先週5月24日(土)にzoom(オンライン)で第21回ネットワーク会「台湾の取り組みに学び、多文化共生のまちづくりに活かそう!~外国人住民のエンパワメントを促す活動~」を開催いたしました。
今回は初めて海外とオンラインでつなぎ、国際NGOであるYWCA(Young Women’s Christian Association)で10数年にわたりご活躍されている洪正芬さんから、台湾での「外国人住民のエンパワメントを促す取り組み」について、日本語の通訳を交えながらお話をうかがいました。当日は、20名を超える方がご参加くださり、お話を聞いた後は小グループでのディスカッションを行いました。その後の全体での意見交換では、時間いっぱいまでそれぞれの立場からの貴重なご意見やコメントをいただきました。 ご意見・ご感想をくださったみなさま、ご参加くださったみなさま、本当にありがとうございました。 今回ネットワーク会でいただいたご意見につきましては、いくつかPadletにも集約していますのでぜひご覧ください。【リンク→】 https://padlet.com/tabunkakodomonokotoba/padlet-exaffpf0mhdgie2w 事務局メンバーの仲由布子さんが滞在している台湾では、台湾政府より委託を受けたYWCAが、1997年7月より「新住民」(台湾の方との国際結婚を機に台湾に定住した人々)への支援を始めました。新住民への支援は①家庭支援、②活動支援、③就労支援など多岐にわたっています。

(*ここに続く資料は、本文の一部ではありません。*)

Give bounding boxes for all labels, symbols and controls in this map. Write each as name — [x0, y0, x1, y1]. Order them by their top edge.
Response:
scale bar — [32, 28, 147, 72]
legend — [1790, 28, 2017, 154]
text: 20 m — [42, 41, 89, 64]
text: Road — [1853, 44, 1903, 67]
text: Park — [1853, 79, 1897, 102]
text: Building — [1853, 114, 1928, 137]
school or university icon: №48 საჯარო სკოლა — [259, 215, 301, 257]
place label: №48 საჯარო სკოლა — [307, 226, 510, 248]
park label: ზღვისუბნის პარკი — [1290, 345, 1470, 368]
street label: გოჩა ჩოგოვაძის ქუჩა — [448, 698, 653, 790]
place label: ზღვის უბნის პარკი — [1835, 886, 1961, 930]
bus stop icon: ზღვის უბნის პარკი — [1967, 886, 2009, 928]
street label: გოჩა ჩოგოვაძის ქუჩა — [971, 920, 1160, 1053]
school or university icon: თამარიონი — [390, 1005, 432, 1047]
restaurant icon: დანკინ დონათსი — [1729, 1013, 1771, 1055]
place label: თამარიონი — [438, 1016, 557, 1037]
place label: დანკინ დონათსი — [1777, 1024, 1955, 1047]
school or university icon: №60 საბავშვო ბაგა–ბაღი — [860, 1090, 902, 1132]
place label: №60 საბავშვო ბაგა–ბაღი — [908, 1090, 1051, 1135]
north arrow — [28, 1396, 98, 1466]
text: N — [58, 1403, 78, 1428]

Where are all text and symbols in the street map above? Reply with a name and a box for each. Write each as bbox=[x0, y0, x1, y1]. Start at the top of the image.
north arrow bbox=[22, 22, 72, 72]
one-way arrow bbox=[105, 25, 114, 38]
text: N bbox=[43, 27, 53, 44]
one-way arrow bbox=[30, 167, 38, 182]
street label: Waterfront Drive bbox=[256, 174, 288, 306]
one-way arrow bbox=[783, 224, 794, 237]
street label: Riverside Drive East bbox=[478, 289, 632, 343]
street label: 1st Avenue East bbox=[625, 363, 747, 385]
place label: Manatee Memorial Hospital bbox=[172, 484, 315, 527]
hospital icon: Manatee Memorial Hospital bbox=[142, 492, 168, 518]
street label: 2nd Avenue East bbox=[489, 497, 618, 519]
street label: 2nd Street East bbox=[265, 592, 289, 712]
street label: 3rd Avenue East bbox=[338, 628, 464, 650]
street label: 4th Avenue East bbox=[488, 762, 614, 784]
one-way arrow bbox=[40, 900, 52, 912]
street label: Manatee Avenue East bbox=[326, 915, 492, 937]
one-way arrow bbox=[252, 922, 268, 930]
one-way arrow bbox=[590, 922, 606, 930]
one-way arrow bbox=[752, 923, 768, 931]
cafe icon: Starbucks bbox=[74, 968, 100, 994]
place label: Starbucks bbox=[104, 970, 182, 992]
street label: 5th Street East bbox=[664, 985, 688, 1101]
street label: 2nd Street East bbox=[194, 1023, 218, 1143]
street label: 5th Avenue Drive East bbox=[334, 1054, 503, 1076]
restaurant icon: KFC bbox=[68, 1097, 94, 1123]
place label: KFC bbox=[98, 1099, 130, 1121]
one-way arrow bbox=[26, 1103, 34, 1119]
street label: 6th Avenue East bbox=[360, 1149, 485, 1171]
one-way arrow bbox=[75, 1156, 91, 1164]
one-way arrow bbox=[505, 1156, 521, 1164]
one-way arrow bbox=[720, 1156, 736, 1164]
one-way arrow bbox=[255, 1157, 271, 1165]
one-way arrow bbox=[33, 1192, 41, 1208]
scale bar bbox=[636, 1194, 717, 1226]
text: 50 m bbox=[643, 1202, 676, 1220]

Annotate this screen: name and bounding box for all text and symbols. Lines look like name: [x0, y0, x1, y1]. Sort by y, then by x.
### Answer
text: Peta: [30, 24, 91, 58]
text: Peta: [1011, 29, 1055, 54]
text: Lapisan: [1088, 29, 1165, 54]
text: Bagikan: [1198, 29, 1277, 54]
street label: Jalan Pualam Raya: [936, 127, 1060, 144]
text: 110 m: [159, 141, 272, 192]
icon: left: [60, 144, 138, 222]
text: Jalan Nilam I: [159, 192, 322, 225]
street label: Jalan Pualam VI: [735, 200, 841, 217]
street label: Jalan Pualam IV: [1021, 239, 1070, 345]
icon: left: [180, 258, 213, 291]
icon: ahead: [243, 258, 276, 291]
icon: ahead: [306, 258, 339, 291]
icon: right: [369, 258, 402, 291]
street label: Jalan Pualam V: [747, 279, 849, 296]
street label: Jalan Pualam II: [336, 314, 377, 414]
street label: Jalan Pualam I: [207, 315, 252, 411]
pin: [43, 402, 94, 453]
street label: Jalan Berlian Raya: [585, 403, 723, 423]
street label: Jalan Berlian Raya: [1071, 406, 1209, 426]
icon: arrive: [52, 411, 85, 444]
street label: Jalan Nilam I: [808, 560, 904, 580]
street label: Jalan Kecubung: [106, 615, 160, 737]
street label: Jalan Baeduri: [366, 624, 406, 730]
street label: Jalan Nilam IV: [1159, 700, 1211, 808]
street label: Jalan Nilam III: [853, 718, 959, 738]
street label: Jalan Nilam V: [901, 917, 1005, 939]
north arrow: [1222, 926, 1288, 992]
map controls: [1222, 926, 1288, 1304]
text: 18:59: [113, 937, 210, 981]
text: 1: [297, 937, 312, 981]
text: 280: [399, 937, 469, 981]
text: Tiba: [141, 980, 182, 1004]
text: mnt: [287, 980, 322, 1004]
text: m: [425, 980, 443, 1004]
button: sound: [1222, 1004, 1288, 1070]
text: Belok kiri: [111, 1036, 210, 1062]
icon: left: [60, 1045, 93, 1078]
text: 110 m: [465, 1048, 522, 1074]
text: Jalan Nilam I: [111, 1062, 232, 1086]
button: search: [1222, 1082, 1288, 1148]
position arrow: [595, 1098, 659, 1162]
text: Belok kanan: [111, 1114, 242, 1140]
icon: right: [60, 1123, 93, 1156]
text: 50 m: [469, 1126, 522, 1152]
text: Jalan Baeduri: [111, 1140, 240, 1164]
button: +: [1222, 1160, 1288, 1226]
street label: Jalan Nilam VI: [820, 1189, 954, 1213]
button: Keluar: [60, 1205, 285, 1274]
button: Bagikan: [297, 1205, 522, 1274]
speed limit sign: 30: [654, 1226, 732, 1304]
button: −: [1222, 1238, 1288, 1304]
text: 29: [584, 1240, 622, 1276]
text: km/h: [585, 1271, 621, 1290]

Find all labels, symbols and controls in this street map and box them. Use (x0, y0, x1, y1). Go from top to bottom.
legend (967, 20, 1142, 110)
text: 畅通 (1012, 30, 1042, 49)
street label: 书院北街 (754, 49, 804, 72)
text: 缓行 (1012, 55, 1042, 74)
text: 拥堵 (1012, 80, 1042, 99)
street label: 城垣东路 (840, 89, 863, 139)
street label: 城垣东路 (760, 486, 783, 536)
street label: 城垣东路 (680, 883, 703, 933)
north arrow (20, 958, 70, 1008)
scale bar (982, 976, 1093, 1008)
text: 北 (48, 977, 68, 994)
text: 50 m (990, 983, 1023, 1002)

とりわけ、新住民のエンパワメントを促す「活動支援」は、どの年齢でも参加できる企画となっており、人生の各ステージでステップアップができるよう活動が設定されています。 自分の文化を台湾の人々に紹介したくても、なかなかそういった機会が無いという人には、学校や政府のアクティビティの中で新住民が先生として活躍できる機会を設けたり、文化紹介の方法や仕方が分からずに不安を抱える人に対しては、どうやって文化紹介をすればいいのかという教え方も支援しているとのことでした。 母国ではない台湾で生活する新住民はストレスを抱えており、普段は自分のことを考える余裕もないので、新住民が先生となり自分の文化を紹介するという活動を行うことによって、台湾の方々に自分の文化を紹介するだけでなく、新住民が人々とのコミュニケーションを取り、関係性も近くすることができ、また新住民同士も交流を通して、互いに困っていることなどを話しながら、少しずつ問題を解決することができるようになっていくとのことでした。 こどもたちについては、2023年に6.8%の生徒が新住民のこどもであり、クラス単価で見ると平均1人か2人は新住民のこどもが在籍しています。新住民のこどもたちは、都心より地方に多いですが、地方ではサポートが少ないので、彼らにはさらなる支援が必要であろうとのことでした。参加者のみなさんが最も興味を示したのは母語教育でした。2019年度にインドネシア語やタイ語など東南アジア7か国の言語が母語教育のカリキュラムに組み込まれ、新住民の子どもたちは自分の母語を学校で勉強できるようになりました。 台湾で生まれたこどもたちの中には、自分の親が台湾語が上手ではないために、親の存在を恥ずかしいと感じている子供たちも少なくないそうです。YWCAでは、こうしたこどもに気づいたときには、こどもたちへ「言語の側面だけでなく他の能力や知識があるのだ」ということを見せたりしているそうです。しかしながら、中学生のこどもたちにそれを理解させるのは難しいとのことでした。 こうした問題は、台湾だけでなく日本国内外でもよく見聞きします。こどもたちが言語ができない親を恥ずかしいと思ってしまわないよう、日本でも外国人住民のエンパワメントを促し活躍できる場をわたしたちも社会の中でつくっていかなければと思いました。 ぜひ、また機会があれば、他の国や地域、各地の取り組みなどをみなさんと一緒に知ることができればいいなと思いました。
【参加者からのご感想(一部)】
〇支えられるだけでなく支える人に。ボランティアに頼るだけでなく国がお金をだして委託しているところが良いと思いました。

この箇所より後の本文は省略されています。